SCENE: Waikiki, January, 2019. Mitch BERG is taking a rare vacation.
Improbably, while standing at the hotel desk, he notices that Avery LIBRELLE has checked into the hotel just ahead of him. Worse, BERG notices LIBRELLE has just noticed him, and his about to strike up one of LIBRELLE’s usual “conversations”…
…when a text message crosses both of their phones simultaneously warning of a ballistic missile attack that is not a drill.
Pandemonium breaks out in the lobby, as customers being to panic over the thought of nuclear annihilation. But BERG instinctively begins moving for the most substantial cover he can find, when a subsequent message crosses his phone.

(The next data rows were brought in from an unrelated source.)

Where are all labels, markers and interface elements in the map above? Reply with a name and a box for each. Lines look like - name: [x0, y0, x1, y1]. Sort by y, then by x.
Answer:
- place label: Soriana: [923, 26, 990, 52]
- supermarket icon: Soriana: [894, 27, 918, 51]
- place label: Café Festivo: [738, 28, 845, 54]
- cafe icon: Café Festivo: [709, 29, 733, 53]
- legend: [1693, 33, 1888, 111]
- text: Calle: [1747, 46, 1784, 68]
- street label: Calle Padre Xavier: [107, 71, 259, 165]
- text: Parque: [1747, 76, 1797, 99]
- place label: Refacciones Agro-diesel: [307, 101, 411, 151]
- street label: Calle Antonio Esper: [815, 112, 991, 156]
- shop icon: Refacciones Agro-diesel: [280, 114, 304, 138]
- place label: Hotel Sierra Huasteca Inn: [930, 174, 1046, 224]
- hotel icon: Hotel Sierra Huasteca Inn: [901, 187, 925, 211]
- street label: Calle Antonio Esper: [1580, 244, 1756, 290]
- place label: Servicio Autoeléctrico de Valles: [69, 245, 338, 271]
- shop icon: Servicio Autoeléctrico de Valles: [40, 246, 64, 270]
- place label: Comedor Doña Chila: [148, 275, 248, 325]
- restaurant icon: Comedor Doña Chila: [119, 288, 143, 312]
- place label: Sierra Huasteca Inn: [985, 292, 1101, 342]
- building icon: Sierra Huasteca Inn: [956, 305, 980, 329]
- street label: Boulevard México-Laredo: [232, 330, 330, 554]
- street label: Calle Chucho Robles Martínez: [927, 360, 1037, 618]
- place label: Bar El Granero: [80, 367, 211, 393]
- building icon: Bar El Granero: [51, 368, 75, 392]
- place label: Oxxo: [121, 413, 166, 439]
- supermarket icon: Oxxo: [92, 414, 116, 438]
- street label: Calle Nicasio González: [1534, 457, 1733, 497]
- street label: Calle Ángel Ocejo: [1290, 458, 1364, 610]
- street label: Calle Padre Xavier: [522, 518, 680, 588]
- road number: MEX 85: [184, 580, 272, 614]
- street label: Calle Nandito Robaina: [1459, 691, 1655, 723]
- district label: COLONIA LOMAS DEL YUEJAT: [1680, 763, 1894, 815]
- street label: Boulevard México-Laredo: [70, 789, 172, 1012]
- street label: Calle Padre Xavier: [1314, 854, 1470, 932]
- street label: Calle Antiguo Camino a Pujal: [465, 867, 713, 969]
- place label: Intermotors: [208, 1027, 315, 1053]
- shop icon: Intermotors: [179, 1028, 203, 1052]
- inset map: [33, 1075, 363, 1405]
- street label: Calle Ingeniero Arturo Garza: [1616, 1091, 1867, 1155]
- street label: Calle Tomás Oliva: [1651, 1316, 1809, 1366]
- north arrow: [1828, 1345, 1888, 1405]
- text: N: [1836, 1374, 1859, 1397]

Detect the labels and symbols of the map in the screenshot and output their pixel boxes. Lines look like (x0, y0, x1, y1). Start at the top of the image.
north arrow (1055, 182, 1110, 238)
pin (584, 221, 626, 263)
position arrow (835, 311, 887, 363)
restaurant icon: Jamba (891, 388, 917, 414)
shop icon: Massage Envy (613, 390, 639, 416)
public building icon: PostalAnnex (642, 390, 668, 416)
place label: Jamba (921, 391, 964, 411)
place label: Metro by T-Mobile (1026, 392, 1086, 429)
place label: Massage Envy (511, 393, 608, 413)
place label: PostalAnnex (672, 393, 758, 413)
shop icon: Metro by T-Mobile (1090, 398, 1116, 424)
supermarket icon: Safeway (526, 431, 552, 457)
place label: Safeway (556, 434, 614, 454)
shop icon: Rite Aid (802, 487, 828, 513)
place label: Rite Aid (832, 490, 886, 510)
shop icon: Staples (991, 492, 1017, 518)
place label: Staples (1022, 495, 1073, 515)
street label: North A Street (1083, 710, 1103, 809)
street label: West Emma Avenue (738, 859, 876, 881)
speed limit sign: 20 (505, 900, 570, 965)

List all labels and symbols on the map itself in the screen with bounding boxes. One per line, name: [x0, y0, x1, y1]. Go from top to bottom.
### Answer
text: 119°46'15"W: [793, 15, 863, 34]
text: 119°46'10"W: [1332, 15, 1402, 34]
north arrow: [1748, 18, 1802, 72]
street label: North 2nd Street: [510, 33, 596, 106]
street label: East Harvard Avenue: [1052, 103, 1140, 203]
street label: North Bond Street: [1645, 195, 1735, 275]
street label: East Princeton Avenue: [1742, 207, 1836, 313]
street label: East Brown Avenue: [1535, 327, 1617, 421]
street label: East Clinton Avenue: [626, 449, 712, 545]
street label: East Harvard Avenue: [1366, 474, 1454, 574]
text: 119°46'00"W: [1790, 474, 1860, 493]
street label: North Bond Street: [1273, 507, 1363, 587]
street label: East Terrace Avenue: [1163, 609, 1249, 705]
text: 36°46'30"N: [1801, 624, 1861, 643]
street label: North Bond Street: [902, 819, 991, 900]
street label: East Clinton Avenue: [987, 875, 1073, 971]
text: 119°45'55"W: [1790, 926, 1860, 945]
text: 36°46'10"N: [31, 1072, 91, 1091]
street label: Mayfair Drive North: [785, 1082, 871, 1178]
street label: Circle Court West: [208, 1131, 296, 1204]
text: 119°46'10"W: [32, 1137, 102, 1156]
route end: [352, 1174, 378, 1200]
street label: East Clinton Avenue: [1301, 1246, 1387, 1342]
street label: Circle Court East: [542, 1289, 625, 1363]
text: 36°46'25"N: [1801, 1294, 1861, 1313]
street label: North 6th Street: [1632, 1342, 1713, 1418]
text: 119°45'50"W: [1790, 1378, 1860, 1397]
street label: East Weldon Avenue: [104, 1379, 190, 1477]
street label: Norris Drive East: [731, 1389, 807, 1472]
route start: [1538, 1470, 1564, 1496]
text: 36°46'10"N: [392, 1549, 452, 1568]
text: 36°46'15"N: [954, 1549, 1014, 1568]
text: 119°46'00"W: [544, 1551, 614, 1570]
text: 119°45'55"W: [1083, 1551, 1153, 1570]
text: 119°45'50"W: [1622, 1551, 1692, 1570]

The message reads “The missile was shot down by a missile interceptor. In retaliation, a US Air Force bunker-buster bomb found and obliterated Kim Jong Un; a Republic of Korea Army Ranger team made contact with a rival faction in the DPRK government, and installed a regime that stood down the Nork Army and began seeking an end to the seventy year old impasse on the Korean Peninsula.”
BERG: Wow. That was quick.
BERG turns around.
BERG stops short, noticing that LIBRELLE is in a bizarre permutation of a yoga pose, allowing the lips to be affixed to the butt.
BERG: Avery – what the …
LIBRELLE: I’ve been practicing this move for a nuclear war my whole life.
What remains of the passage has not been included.